Abstract

Flow cytometric immunophenotyping is a useful ancillary tool in the diagnosis and subclassification of acute myeloid leukemias (AMLs). A recent study concluded that CD64 is sensitive and specific for distinguishing AMLs with a monocytic component (ie, AML M4 and AML M5) from other AML subtypes. However, in that study, the intensity of CD64 was not well defined and the number of non-M4/non-M5 AMLs was small. To evaluate the usefulness of CD64 by flow cytometric immunophenotyping in distinguishing AMLs with monocytic differentiation from other AML subtypes. Sixty-four AMLs subclassified based on the French-American-British and World Health Organization classifications on pretreatment bone marrows were retrieved from our files (7 M0s, 11 M1s, 17 M2s, 7 M3s, 9 M4s, 7 M5s, 4 M6s, and 2 M7s).

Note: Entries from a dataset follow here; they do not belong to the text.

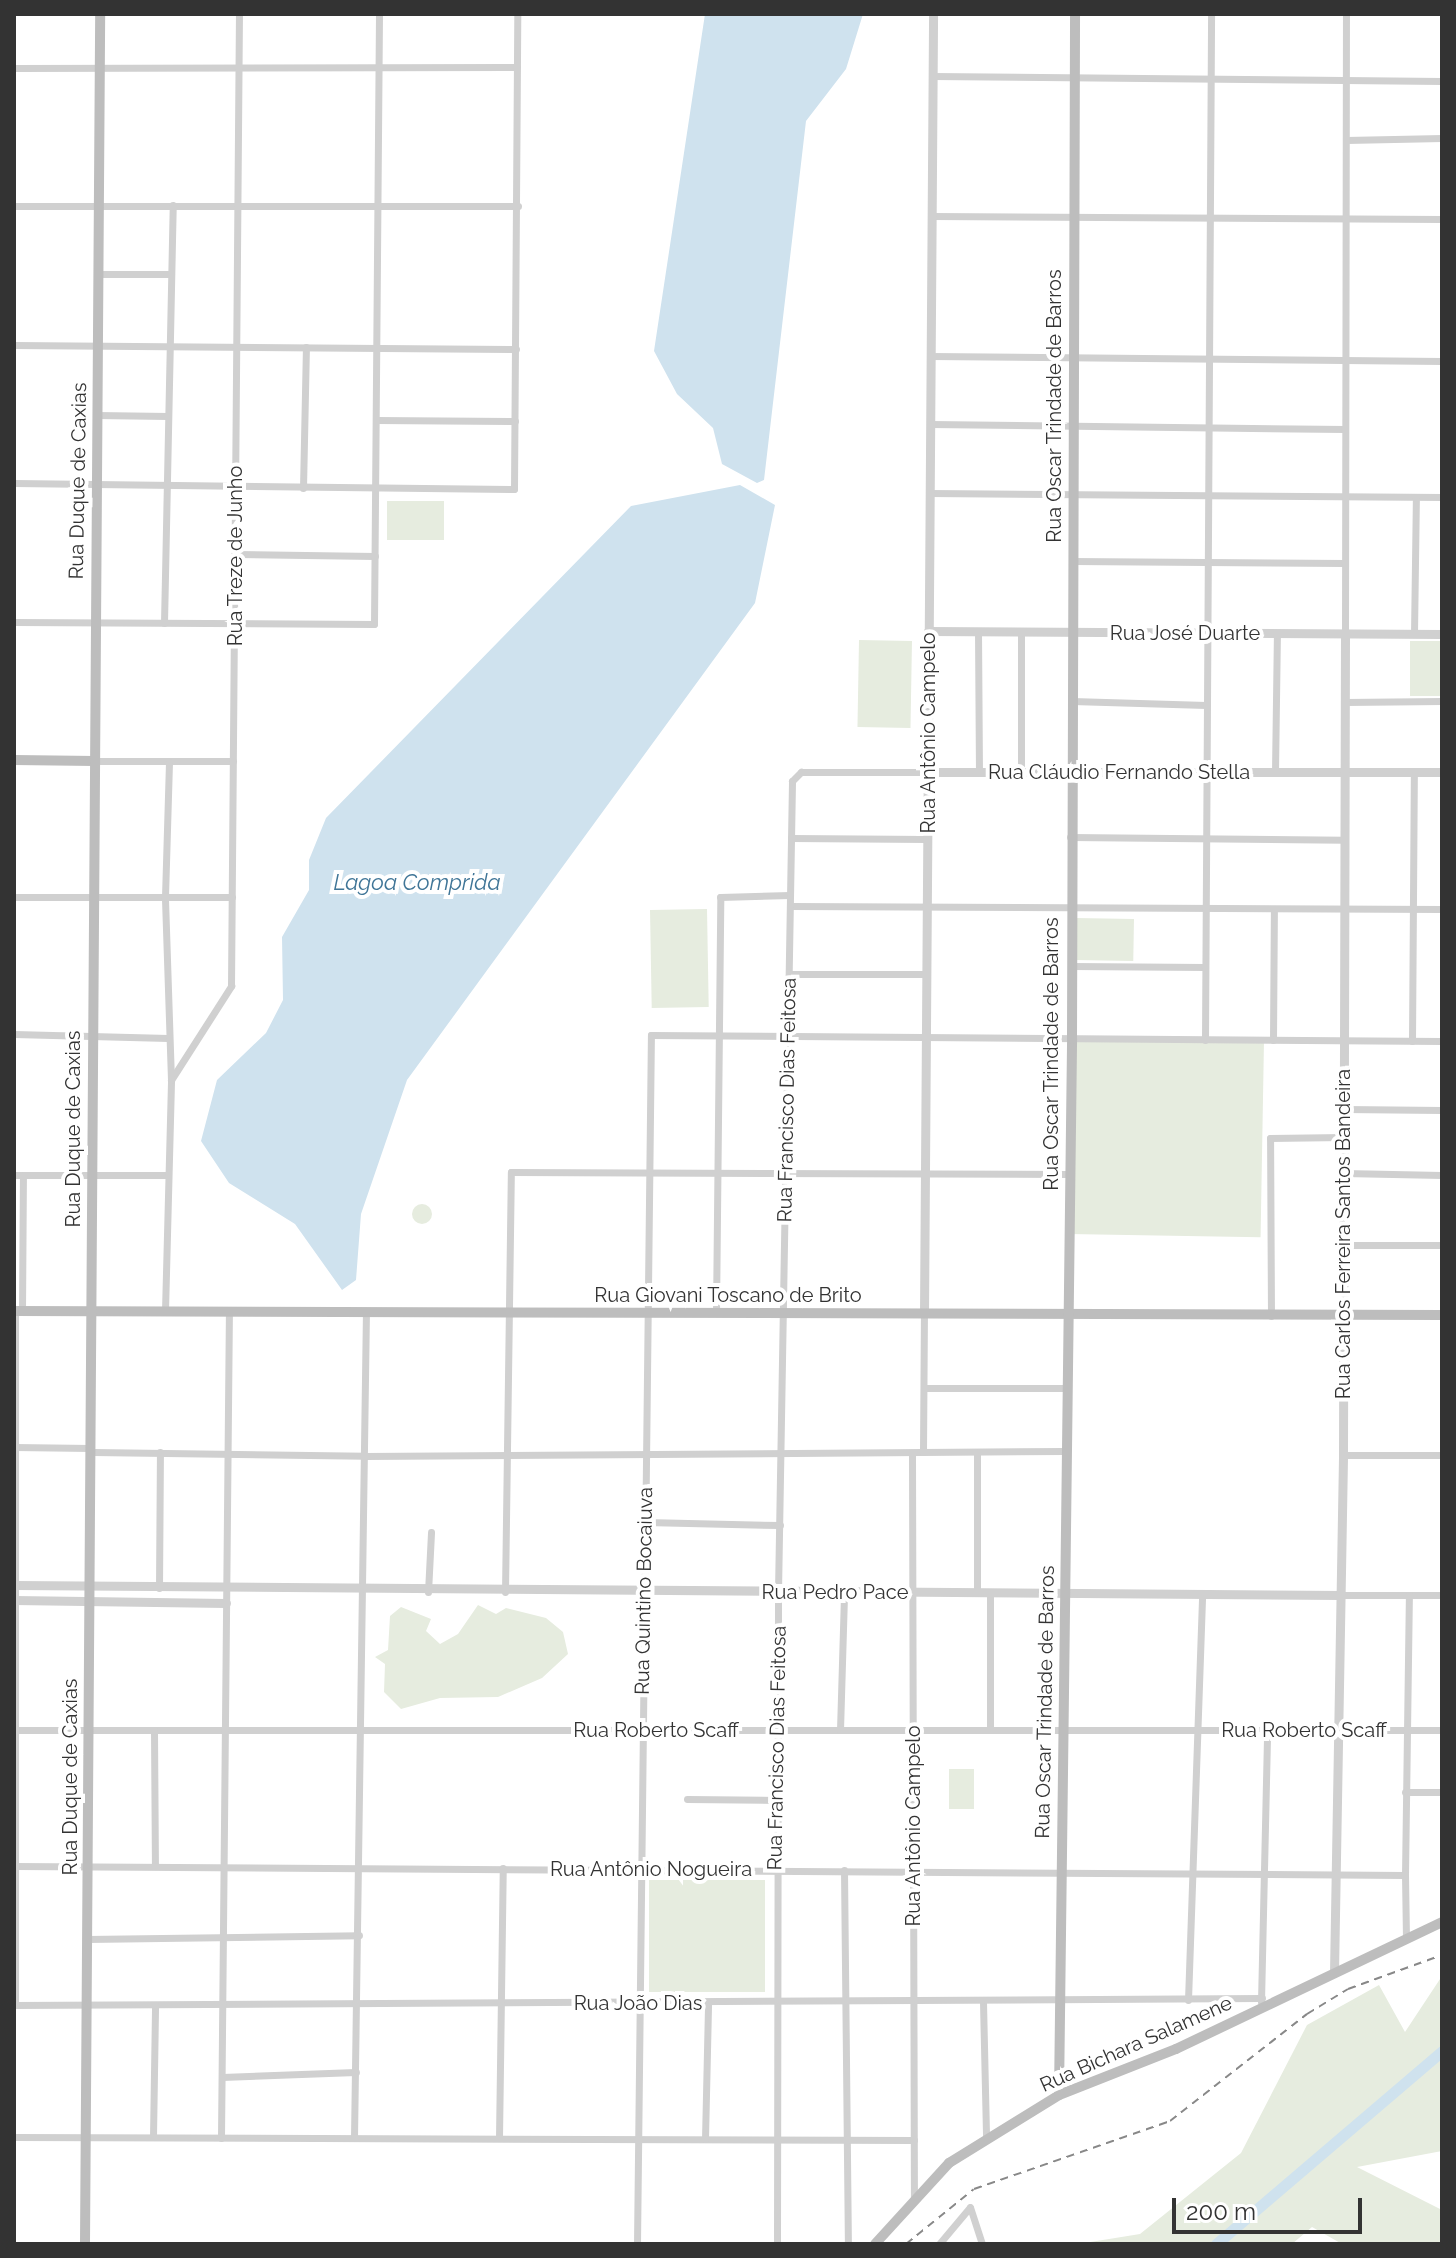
<!DOCTYPE html>
<html>
<head>
<meta charset="utf-8">
<style>
  body { margin:0 }
  #map { position:relative; width:1456px; height:2258px; overflow:hidden; background:#fff; font-family:Raleway,sans-serif }
  div>[style] { position:absolute }
  .green>* { inset:0; background:#e6ecdf; transform-origin:0 0 }
  .round { border-radius:50% }
  .water>* { inset:0; background:#cfe2ee }
  .river>* { height:11px; margin:-5.5px; padding:0 5.5px; transform-origin:5.5px; border-radius:5.5px; background:#cfe2ee }
  .minor>* { height:7px; margin:-3.5px; padding:0 3.5px; transform-origin:3.5px; border-radius:3.5px; background:#d0d0d0 }
  .tertiary>* { height:9px; margin:-4.5px; padding:0 4.5px; transform-origin:4.5px; border-radius:4.5px; background:#d0d0d0 }
  .secondary>* { height:10px; margin:-5px; padding:0 5px; transform-origin:5px; border-radius:5px; background:#bdbdbd }
  .rail>* { height:2px; margin-top:-1px; transform-origin:0; background:repeating-linear-gradient(90deg,#888 0 8px,transparent 0 14px) }
  span { translate:-50% -50%; white-space:nowrap; text-align:center; line-height:1.15; -webkit-text-stroke:8px #fff; paint-order:stroke }
  .street-label { font-size:20px; color:#333 }
  .water-label { font-size:22px; color:#3f7597; font-style:italic }
  .frame { position:absolute; inset:0; border:16px solid #333; pointer-events:none }
  .scale { position:absolute; left:1172px; top:2198px; width:190px; height:36px; box-sizing:border-box; border:4px solid #333; border-top:0; padding-left:10px; font-size:24px; line-height:28px; white-space:nowrap; color:#333; -webkit-text-stroke:6px #fff; paint-order:stroke }
</style>
</head>
<body>
<div id="map">
  <div class="green">
    <div style="left:444px;top:501px;width:39px;height:57px;rotate:90deg"></div>
    <div style="left:859px;top:640px;width:53px;height:87px;rotate:1deg"></div>
    <div style="left:1410px;top:641px;width:32px;height:55px"></div>
    <div style="left:707px;top:909px;width:98px;height:57px;rotate:89deg"></div>
    <div style="left:1076px;top:918px;width:58px;height:42px;rotate:1deg"></div>
    <div style="left:1072px;top:1039px;width:192px;height:195px;rotate:1deg"></div>
    <div class="round" style="left:412px;top:1204px;width:20px;height:20px"></div>
    <div style="clip-path:polygon(478px 1605px,496px 1614px,506px 1608px,546px 1618px,563px 1632px,568px 1654px,542px 1678px,498px 1697px,440px 1698px,401px 1709px,384px 1692px,385px 1664px,375px 1657px,388px 1650px,390px 1616px,401px 1607px,431px 1619px,426px 1631px,440px 1644px,458px 1634px)"></div>
    <div style="left:974px;top:1769px;width:40px;height:25px;rotate:90deg"></div>
    <div style="left:765px;top:1880px;width:112px;height:116px;rotate:90deg"></div>
    <div style="clip-path:polygon(1442px 1976px,1442px 2151px,1357px 2167px,1442px 2210px,1442px 2244px,1342px 2244px,1312px 2227px,1292px 2244px,1078px 2244px,1140px 2234px,1241px 2153px,1307px 2025px,1379px 1985px,1405px 2032px)"></div>
  </div>
  <div class="water">
    <div style="clip-path:polygon(705px 14px,863px 14px,846px 69px,806px 121px,764px 480px,757px 483px,722px 464px,713px 428px,677px 394px,654px 351px)"></div>
    <div style="clip-path:polygon(740px 485px,775px 505px,755px 603px,407px 1080px,361px 1214px,356px 1280px,342px 1290px,295px 1224px,229px 1183px,201px 1141px,217px 1080px,266px 1033px,283px 1000px,282px 937px,309px 890px,309px 860px,326px 818px,631px 506px)"></div>
  </div>
  <div class="river">
    <div style="left:1216px;top:2244px;width:297px;rotate:-40.5deg"></div>
  </div>
  <div class="minor">
    <div style="left:14px;top:68px;width:503px;rotate:-0.11deg"></div>
    <div style="left:932px;top:76px;width:510px;rotate:0.56deg"></div>
    <div style="left:1346px;top:140px;width:96px;rotate:-1.2deg"></div>
    <div style="left:14px;top:206px;width:504px"></div>
    <div style="left:931px;top:216px;width:511px;rotate:0.34deg"></div>
    <div style="left:98px;top:274px;width:73px"></div>
    <div style="left:14px;top:345px;width:502px;rotate:0.46deg"></div>
    <div style="left:930px;top:356px;width:512px;rotate:0.56deg"></div>
    <div style="left:96px;top:415px;width:72px;rotate:0.8deg"></div>
    <div style="left:376px;top:420px;width:139px;rotate:0.4deg"></div>
    <div style="left:930px;top:424px;width:415px;rotate:0.7deg"></div>
    <div style="left:14px;top:483px;width:500px;rotate:0.69deg"></div>
    <div style="left:514px;top:489px;width:475px;rotate:-89.6deg"></div>
    <div style="left:303px;top:488px;width:141px;rotate:-88.8deg"></div>
    <div style="left:929px;top:493px;width:513px;rotate:0.45deg"></div>
    <div style="left:235px;top:554px;width:140px;rotate:0.8deg"></div>
    <div style="left:1072px;top:561px;width:273px;rotate:0.4deg"></div>
    <div style="left:14px;top:622px;width:360px;rotate:0.3deg"></div>
    <div style="left:374px;top:624px;width:610px;rotate:-89.53deg"></div>
    <div style="left:164px;top:623px;width:418px;rotate:-88.8deg"></div>
    <div style="left:978px;top:631px;width:141px;rotate:89.6deg"></div>
    <div style="left:1021px;top:631px;width:141px;rotate:90deg"></div>
    <div style="left:1345px;top:634px;width:620px;rotate:-89.91deg"></div>
    <div style="left:1414px;top:634px;width:137px;rotate:-89.2deg"></div>
    <div style="left:1072px;top:701px;width:134px;rotate:1.7deg"></div>
    <div style="left:1345px;top:702px;width:97px;rotate:-0.6deg"></div>
    <div style="left:95px;top:761px;width:138px"></div>
    <div style="left:1275px;top:772px;width:139px;rotate:-89.2deg"></div>
    <div style="left:1070px;top:837px;width:274px;rotate:0.6deg"></div>
    <div style="left:791px;top:838px;width:136px;rotate:0.4deg"></div>
    <div style="left:14px;top:897px;width:218px"></div>
    <div style="left:790px;top:906px;width:652px;rotate:0.26deg"></div>
    <div style="left:1071px;top:966px;width:134px;rotate:0.4deg"></div>
    <div style="left:789px;top:974px;width:137px"></div>
    <div style="left:14px;top:1034px;width:154px;rotate:1.5deg"></div>
    <div style="left:1205px;top:1040px;width:1026px;rotate:-89.66deg"></div>
    <div style="left:1273px;top:1040px;width:131px;rotate:-89.6deg"></div>
    <div style="left:1412px;top:1041px;width:269px;rotate:-89.6deg"></div>
    <div style="left:171px;top:1080px;width:112px;rotate:-57.4deg"></div>
    <div style="left:231px;top:986px;width:972px;rotate:-89.53deg"></div>
    <div style="left:1344px;top:1109px;width:98px;rotate:0.6deg"></div>
    <div style="left:1343px;top:1173px;width:99px;rotate:1.2deg"></div>
    <div style="left:14px;top:1175px;width:154px"></div>
    <div style="left:1343px;top:1245px;width:99px"></div>
    <div style="left:22px;top:1311px;width:136px;rotate:-89.6deg"></div>
    <div style="left:165px;top:1311px;width:231px;rotate:-88.5deg"></div>
    <div style="left:171px;top:1080px;width:183px;rotate:-91.9deg"></div>
    <div style="left:165px;top:897px;width:135px;rotate:-88.3deg"></div>
    <div style="left:716px;top:1312px;width:415px;rotate:-89.4deg"></div>
    <div style="left:720px;top:897px;width:70px;rotate:-1.6deg"></div>
    <div style="left:1271px;top:1316px;width:178px;rotate:-90.3deg"></div>
    <div style="left:1270px;top:1138px;width:74px;rotate:-0.8deg"></div>
    <div style="left:924px;top:1388px;width:141px"></div>
    <div style="left:14px;top:1447px;width:76px;rotate:0.8deg"></div>
    <div style="left:93px;top:1452px;width:272px;rotate:0.8deg"></div>
    <div style="left:365px;top:1456px;width:700px;rotate:-0.41deg"></div>
    <div style="left:923px;top:1452px;width:138px;rotate:-89.6deg"></div>
    <div style="left:977px;top:1452px;width:141px;rotate:90deg"></div>
    <div style="left:912px;top:1455px;width:742px;rotate:89.85deg"></div>
    <div style="left:1343px;top:1455px;width:99px"></div>
    <div style="left:645px;top:1522px;width:135px;rotate:1.3deg"></div>
    <div style="left:159px;top:1588px;width:136px;rotate:-89.6deg"></div>
    <div style="left:428px;top:1592px;width:60px;rotate:-87.1deg"></div>
    <div style="left:505px;top:1592px;width:420px;rotate:-89.2deg"></div>
    <div style="left:511px;top:1172px;width:557px;rotate:0.21deg"></div>
    <div style="left:1341px;top:1595px;width:101px"></div>
    <div style="left:14px;top:1730px;width:1428px"></div>
    <div style="left:840px;top:1730px;width:138px;rotate:-88.3deg"></div>
    <div style="left:990px;top:1730px;width:137px;rotate:-90deg"></div>
    <div style="left:154px;top:1731px;width:134px;rotate:89.6deg"></div>
    <div style="left:1405px;top:1792px;width:37px"></div>
    <div style="left:687px;top:1799px;width:90px;rotate:0.6deg"></div>
    <div style="left:14px;top:1866px;width:1391px;rotate:0.37deg"></div>
    <div style="left:1405px;top:1875px;width:280px;rotate:-89.2deg"></div>
    <div style="left:844px;top:1870px;width:374px;rotate:89.4deg"></div>
    <div style="left:1405px;top:1875px;width:64px;rotate:89.1deg"></div>
    <div style="left:87px;top:1939px;width:272px;rotate:-0.8deg"></div>
    <div style="left:1188px;top:2000px;width:406px;rotate:-88deg"></div>
    <div style="left:983px;top:2002px;width:135px;rotate:88.7deg"></div>
    <div style="left:1261px;top:2002px;width:272px;rotate:-88.7deg"></div>
    <div style="left:14px;top:2005px;width:1248px;rotate:-0.32deg"></div>
    <div style="left:15px;top:2005px;width:694px;rotate:-90deg"></div>
    <div style="left:222px;top:2077px;width:134px;rotate:-2.1deg"></div>
    <div style="left:14px;top:2137px;width:900px;rotate:0.19deg"></div>
    <div style="left:153px;top:2137px;width:132px;rotate:-89.1deg"></div>
    <div style="left:221px;top:2138px;width:827px;rotate:-89.45deg"></div>
    <div style="left:354px;top:2138px;width:827px;rotate:-89.17deg"></div>
    <div style="left:499px;top:2138px;width:270px;rotate:-89.2deg"></div>
    <div style="left:705px;top:2139px;width:136px;rotate:-88.7deg"></div>
    <div style="left:637px;top:2244px;width:1209px;rotate:-89.34deg"></div>
    <div style="left:651px;top:1035px;width:791px;rotate:0.43deg"></div>
    <div style="left:777px;top:2244px;width:652px;rotate:-89.91deg"></div>
    <div style="left:778px;top:1592px;width:811px;rotate:-89.01deg"></div>
    <div style="left:792px;top:781px;width:13px;rotate:-45deg"></div>
    <div style="left:801px;top:772px;width:127px"></div>
    <div style="left:939px;top:2244px;width:48px;rotate:-50deg"></div>
    <div style="left:970px;top:2207px;width:39px;rotate:72deg"></div>
  </div>
  <div class="tertiary">
    <div style="left:928px;top:631px;width:514px;rotate:0.33deg"></div>
    <div style="left:928px;top:772px;width:514px"></div>
    <div style="left:924px;top:1314px;width:1300px;rotate:-89.6deg"></div>
    <div style="left:14px;top:1585px;width:1327px;rotate:0.43deg"></div>
    <div style="left:14px;top:1600px;width:212px;rotate:0.8deg"></div>
    <div style="left:1334px;top:1973px;width:518px;rotate:-89deg"></div>
    <div style="left:1343px;top:1455px;width:821px;rotate:-89.86deg"></div>
  </div>
  <div class="secondary">
    <div style="left:14px;top:760px;width:81px;rotate:0.7deg"></div>
    <div style="left:14px;top:1311px;width:1428px;rotate:0.16deg"></div>
    <div style="left:1059px;top:2095px;width:1056px;rotate:-89.29deg"></div>
    <div style="left:1072px;top:1039px;width:1025px;rotate:-89.83deg"></div>
    <div style="left:85px;top:2244px;width:2230px;rotate:-89.61deg"></div>
    <div style="left:875px;top:2244px;width:110px;rotate:-47.6deg"></div>
    <div style="left:949px;top:2163px;width:129px;rotate:-31.7deg"></div>
    <div style="left:1059px;top:2095px;width:126px;rotate:-21.5deg"></div>
    <div style="left:1176px;top:2049px;width:295px;rotate:-25.5deg"></div>
  </div>
  <div class="rail">
    <div style="left:906px;top:2244px;width:87px;rotate:-39deg"></div>
    <div style="left:974px;top:2189px;width:207px;rotate:-19.1deg"></div>
    <div style="left:1170px;top:2121px;width:174px;rotate:-38deg"></div>
    <div style="left:1307px;top:2014px;width:48px;rotate:-31.4deg"></div>
    <div style="left:1348px;top:1989px;width:100px;rotate:-19.9deg"></div>
  </div>
  <div class="street-label">
    <span style="left:1054px;top:406px;rotate:-90deg">Rua Oscar Trindade de Barros</span>
    <span style="left:78px;top:481px;rotate:-89deg">Rua Duque de Caxias</span>
    <span style="left:235px;top:556px;rotate:-90deg">Rua Treze de Junho</span>
    <span style="left:1185px;top:633px">Rua José Duarte</span>
    <span style="left:928px;top:733px;rotate:-90deg">Rua Antônio Campelo</span>
    <span style="left:1119px;top:772px">Rua Cláudio Fernando Stella</span>
    <span style="left:1051px;top:1054px;rotate:-90deg">Rua Oscar Trindade de Barros</span>
    <span style="left:787px;top:1100px;rotate:-89deg">Rua Francisco Dias Feitosa</span>
    <span style="left:73px;top:1129px;rotate:-90deg">Rua Duque de Caxias</span>
    <span style="left:1343px;top:1234px;rotate:-90deg">Rua Carlos Ferreira Santos Bandeira</span>
    <span style="left:728px;top:1295px">Rua Giovani Toscano de Brito</span>
    <span style="left:644px;top:1591px;rotate:-89deg">Rua Quintino Bocaiuva</span>
    <span style="left:835px;top:1592px">Rua Pedro Pace</span>
    <span style="left:1045px;top:1702px;rotate:-89deg">Rua Oscar Trindade de Barros</span>
    <span style="left:656px;top:1730px">Rua Roberto Scaff</span>
    <span style="left:1304px;top:1730px">Rua Roberto Scaff</span>
    <span style="left:777px;top:1748px;rotate:-89deg">Rua Francisco Dias Feitosa</span>
    <span style="left:70px;top:1777px;rotate:-90deg">Rua Duque de Caxias</span>
    <span style="left:913px;top:1826px;rotate:-90deg">Rua Antônio Campelo</span>
    <span style="left:651px;top:1869px">Rua Antônio Nogueira</span>
    <span style="left:638px;top:2003px">Rua João Dias</span>
    <span style="left:1136px;top:2044px;rotate:-24deg">Rua Bichara Salamene</span>
  </div>
  <div class="water-label">
    <span style="left:417px;top:883px">Lagoa Comprida</span>
  </div>
  <div class="frame"></div>
  <div class="scale">200 m</div>
</div>
</body>
</html>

A standard panel of markers, including CD2, CD3, CD5, CD7, CD10, CD11b, CD13, CD14, CD15, CD19, CD20, CD33, CD34, CD45, CD56, CD64, CD117, and HLA-DR, were analyzed by flow cytometric immunophenotyping in all AMLs (52 bone marrow samples; 12 peripheral blood samples). CD64 was expressed in AML subtypes M0 to M5 in varying intensities: heterogeneously expressed in 1 of 7 M0s; dimly expressed in 3 of 11 M1s; dimly and moderately expressed in 6 and 2 of 17 M2s, respectively; dimly and moderately expressed in 5 and 1 of 7 M3s, respectively; dimly expressed in 4 of 9 M4s; and heterogeneously, moderately, and strongly expressed in 1, 3, and 3 of 7 M5s, respectively. Strong CD64 expression distinguishes AML M5; however, heterogeneous, dim, or moderate expression in itself does not distinguish M0 through M4 subtypes from M5 with dim to moderate CD64 expression. However, any CD64 expression associated with strong CD15 expression distinguishes AML M4 or M5, from other AML subtypes.